-- Brief --
Look for the word "Order" in the records, and copy each line where it appears.

-- Data records --
──────────
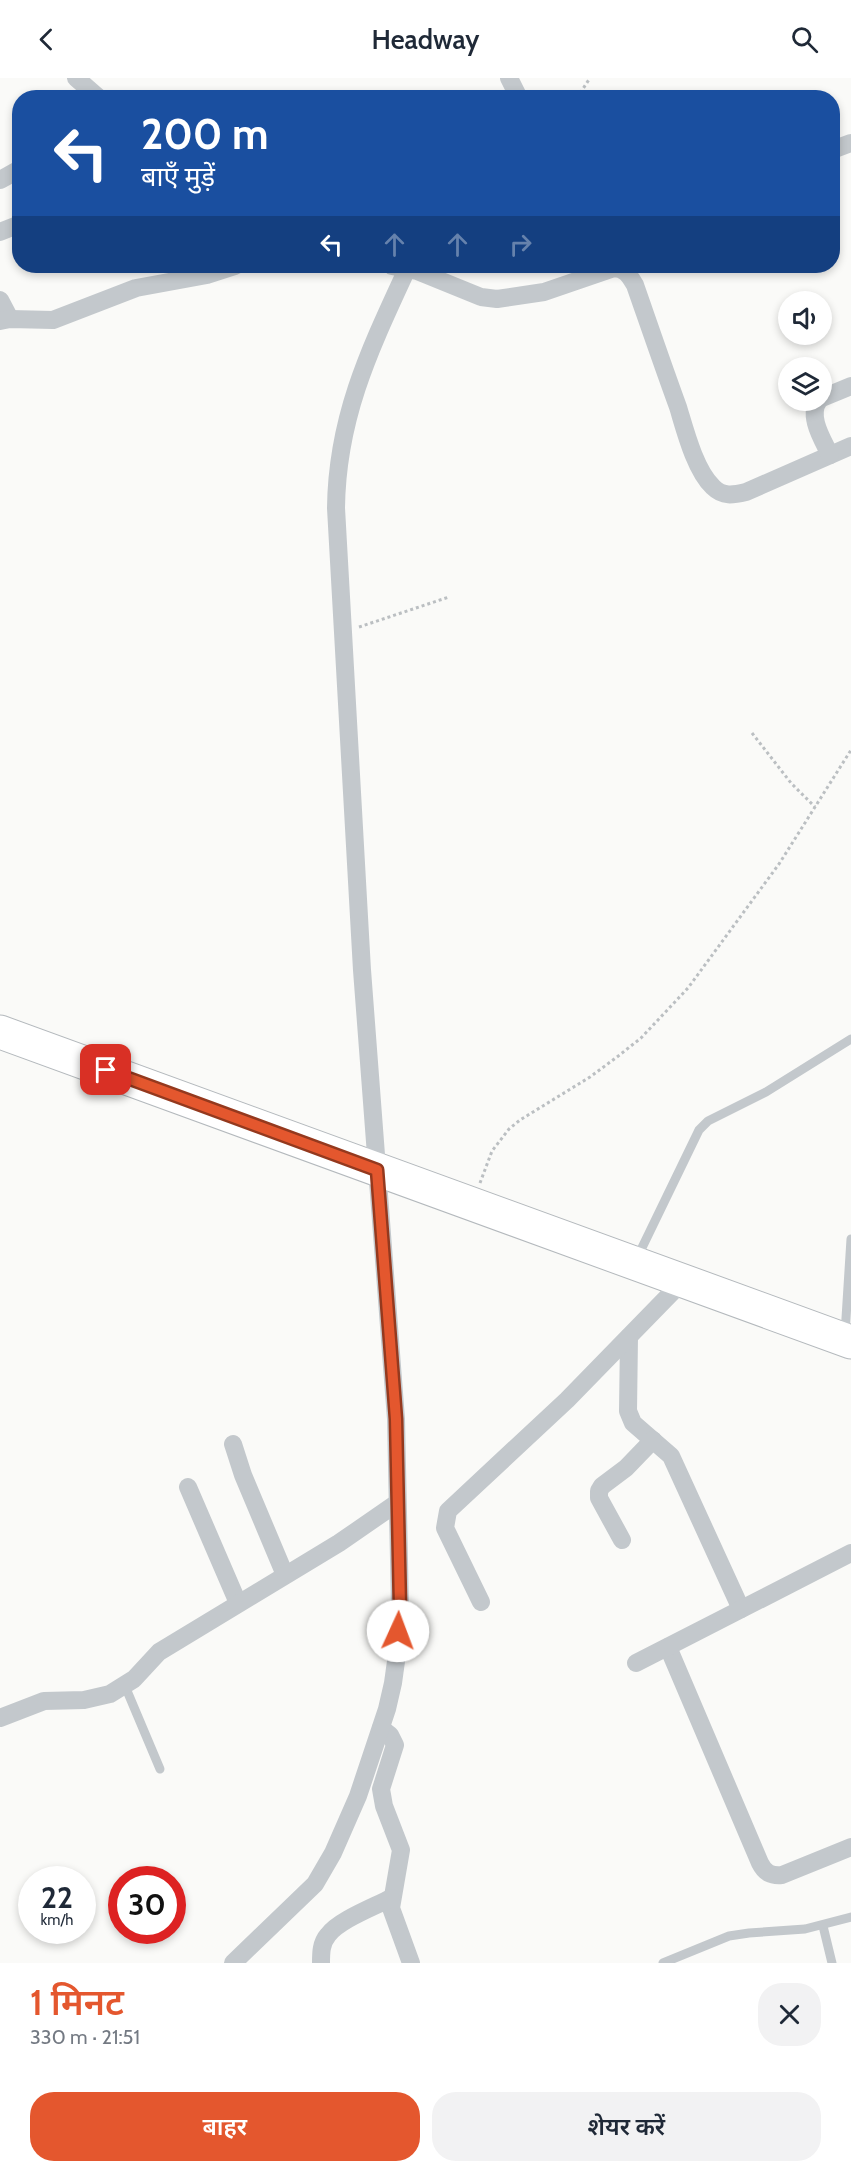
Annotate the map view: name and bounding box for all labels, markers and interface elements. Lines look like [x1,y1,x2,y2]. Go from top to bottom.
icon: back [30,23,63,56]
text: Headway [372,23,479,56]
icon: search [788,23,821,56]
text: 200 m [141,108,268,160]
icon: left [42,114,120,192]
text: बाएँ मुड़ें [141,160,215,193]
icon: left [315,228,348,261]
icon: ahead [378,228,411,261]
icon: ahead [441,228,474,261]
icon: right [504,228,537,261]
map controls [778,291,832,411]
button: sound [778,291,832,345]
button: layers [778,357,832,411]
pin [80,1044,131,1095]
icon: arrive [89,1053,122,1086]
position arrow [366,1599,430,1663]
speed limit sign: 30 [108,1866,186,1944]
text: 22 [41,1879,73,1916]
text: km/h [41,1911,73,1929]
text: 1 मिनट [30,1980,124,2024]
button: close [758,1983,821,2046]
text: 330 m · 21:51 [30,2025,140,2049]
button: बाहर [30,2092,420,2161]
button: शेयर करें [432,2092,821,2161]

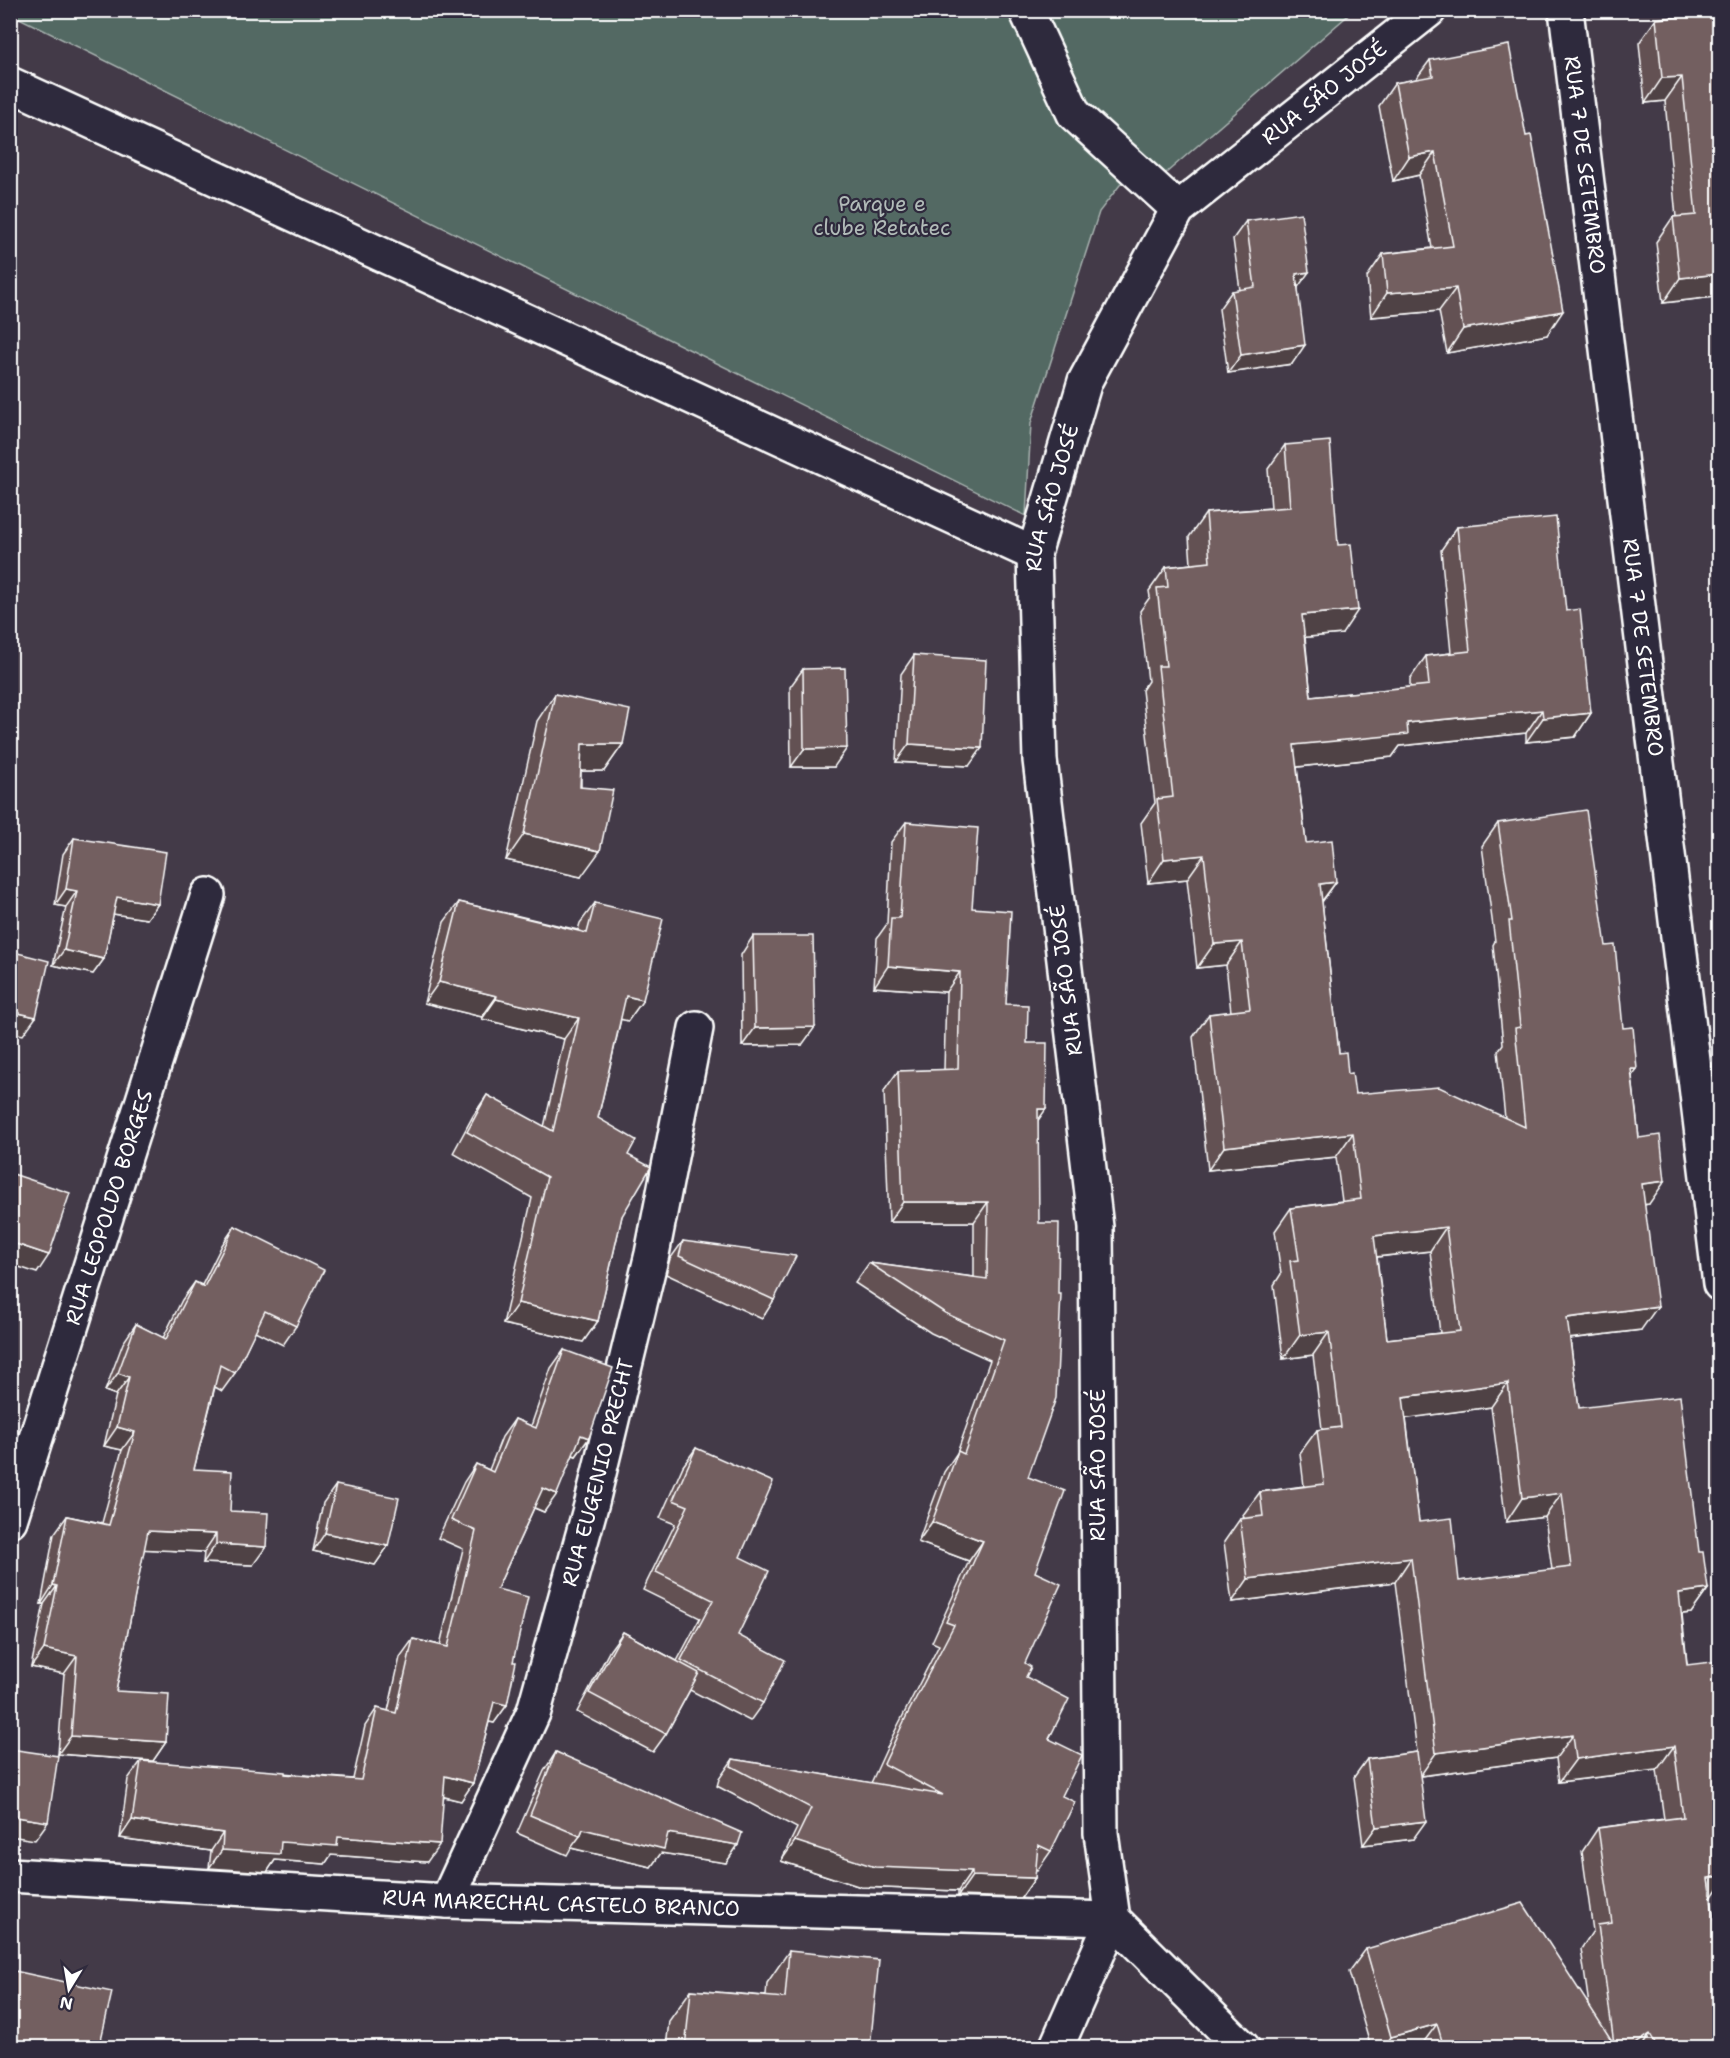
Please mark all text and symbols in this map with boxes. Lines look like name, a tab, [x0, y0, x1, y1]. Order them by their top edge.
──────────
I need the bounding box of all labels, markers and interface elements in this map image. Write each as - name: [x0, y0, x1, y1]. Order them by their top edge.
──────────
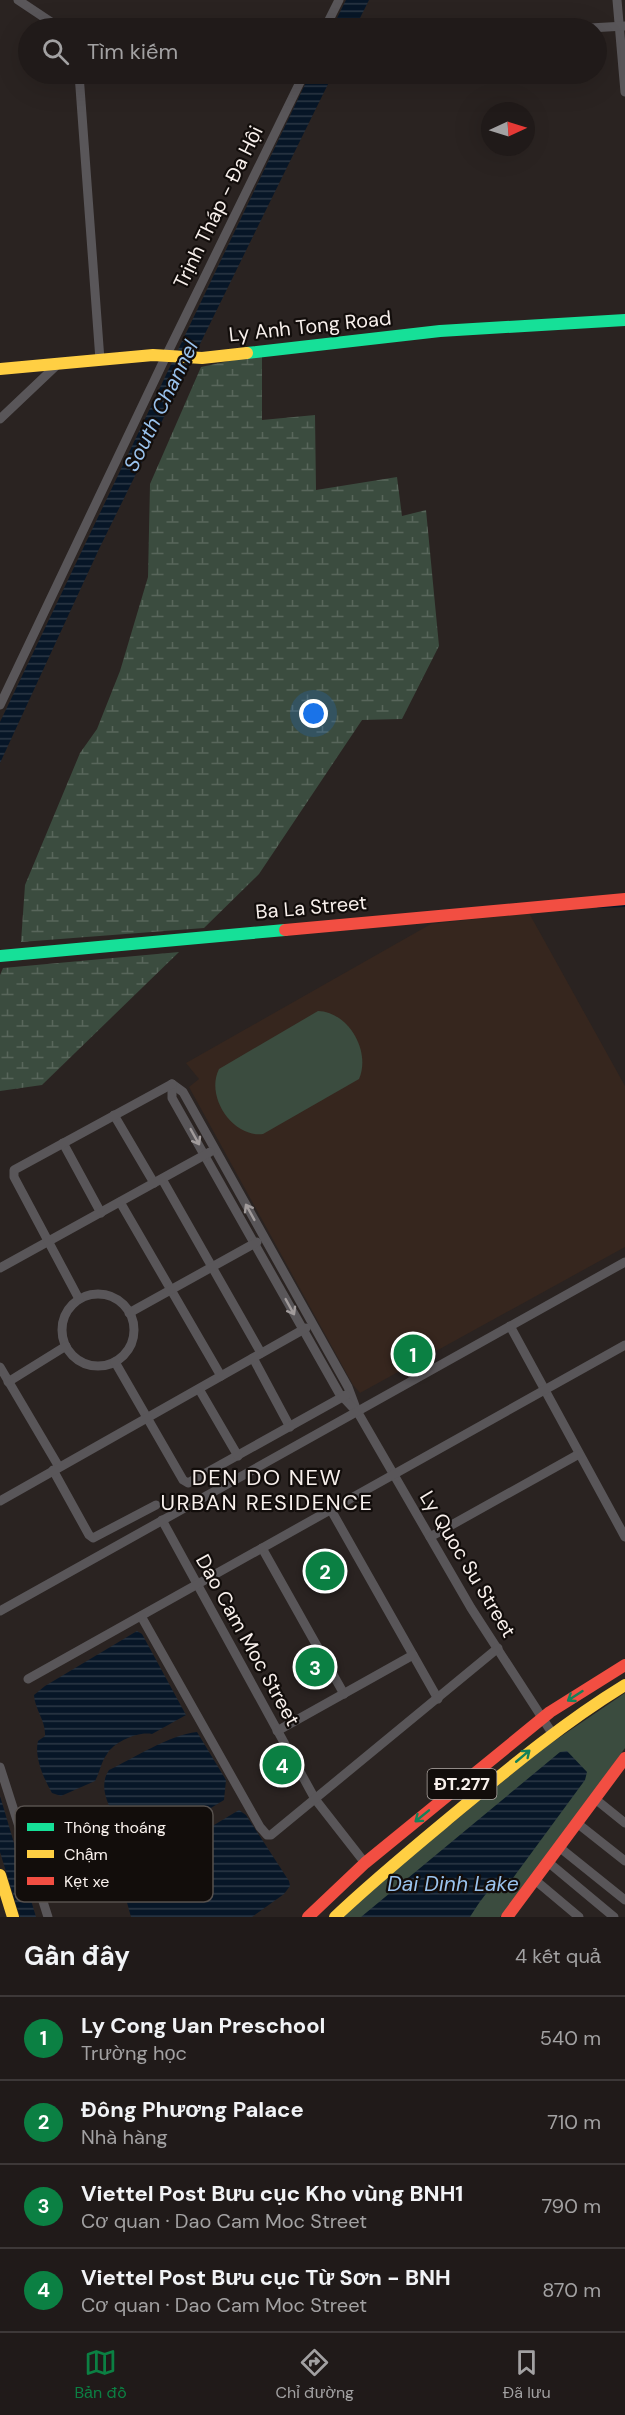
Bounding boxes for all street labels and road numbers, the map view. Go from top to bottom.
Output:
──────────
-- Solution below --
Please mark all text and symbols in this map with boxes. Lines look like name, a tab, [x0, y0, x1, y1]. Order them by their top edge.
I need the bounding box of all labels, markers and interface elements in this map image. Write each as - name: [x0, y0, x1, y1]. Order them by their top edge.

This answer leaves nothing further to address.